In the listing that follows, how many lines have the word "Ahmet" in them? Give only the number.

Data for processing

[Start of section]

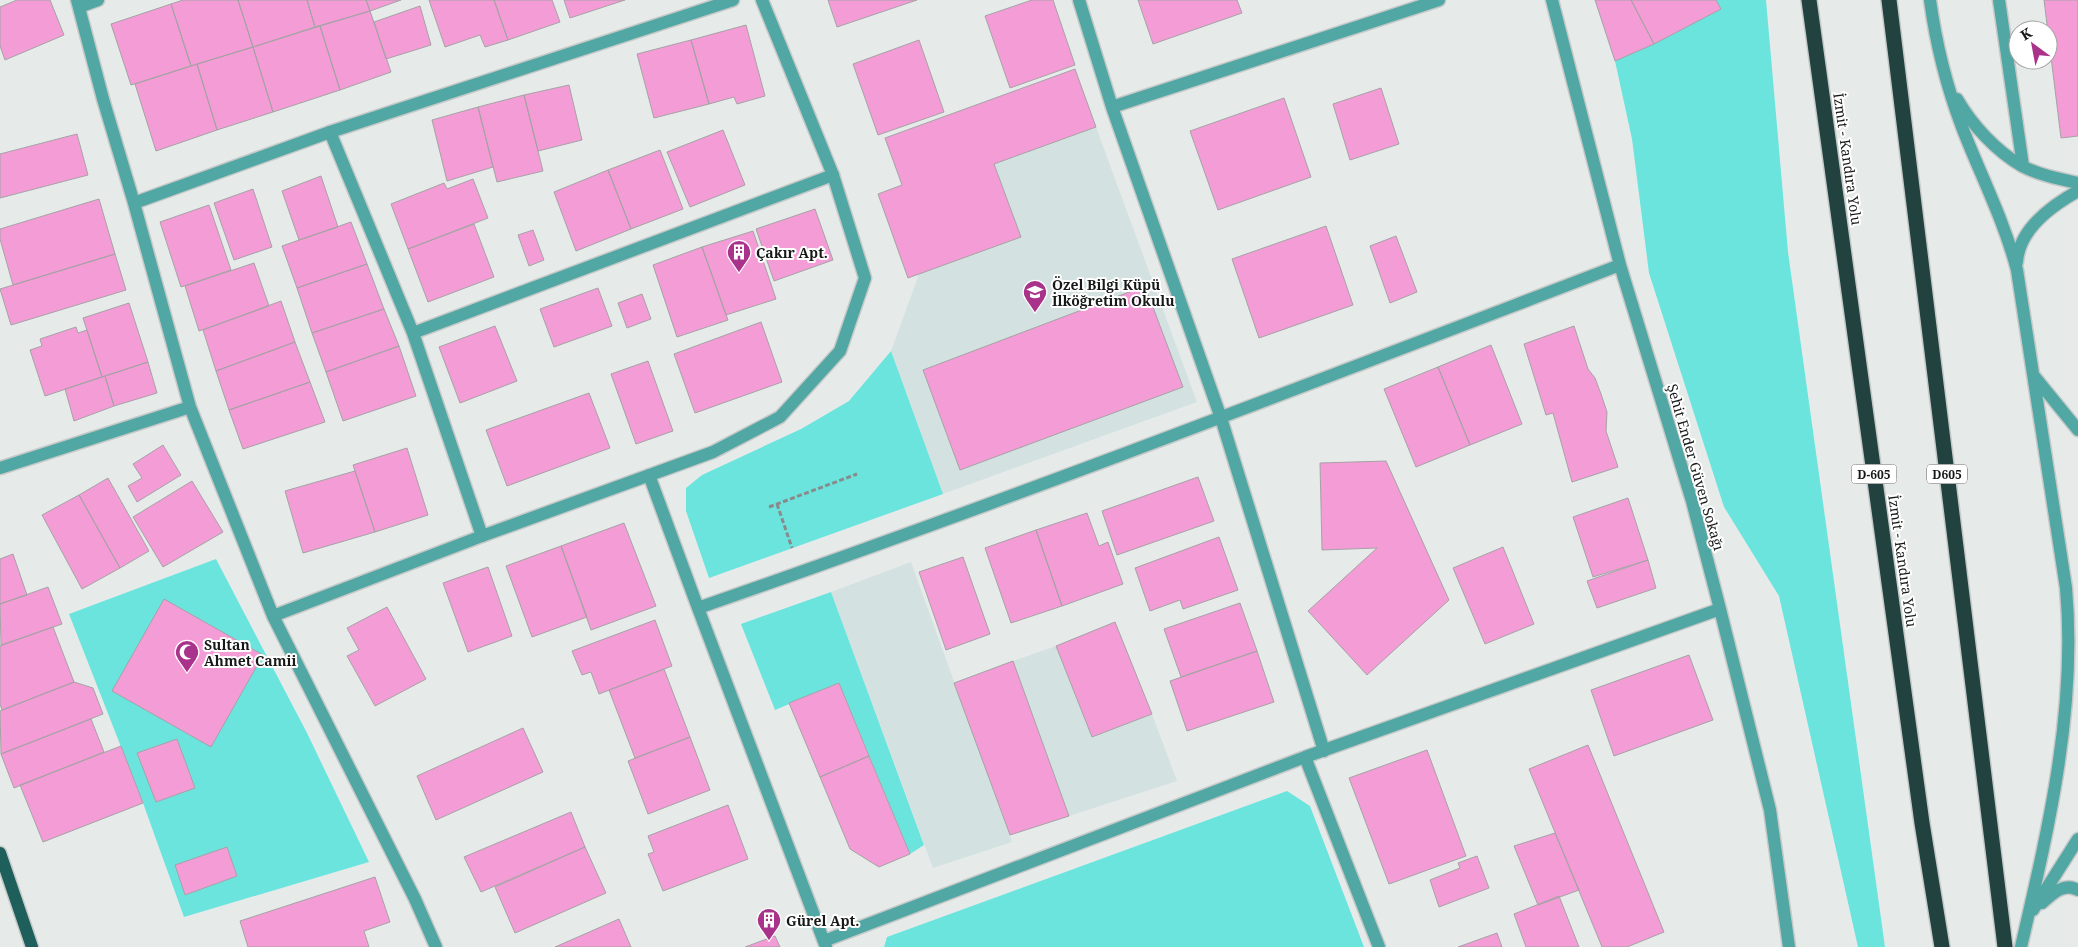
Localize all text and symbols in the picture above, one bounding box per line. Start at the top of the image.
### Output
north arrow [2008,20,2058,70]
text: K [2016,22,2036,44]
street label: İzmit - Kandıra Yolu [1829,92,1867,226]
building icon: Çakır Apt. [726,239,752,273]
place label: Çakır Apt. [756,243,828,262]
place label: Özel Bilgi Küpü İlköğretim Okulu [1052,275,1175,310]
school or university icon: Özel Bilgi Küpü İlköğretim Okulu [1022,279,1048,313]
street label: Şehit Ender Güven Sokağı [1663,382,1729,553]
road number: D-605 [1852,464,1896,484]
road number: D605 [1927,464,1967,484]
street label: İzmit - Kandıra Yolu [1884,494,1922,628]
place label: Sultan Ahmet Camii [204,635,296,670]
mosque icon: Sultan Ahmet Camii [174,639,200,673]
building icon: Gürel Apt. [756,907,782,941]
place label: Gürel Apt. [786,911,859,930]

[End of section]

Answer section
2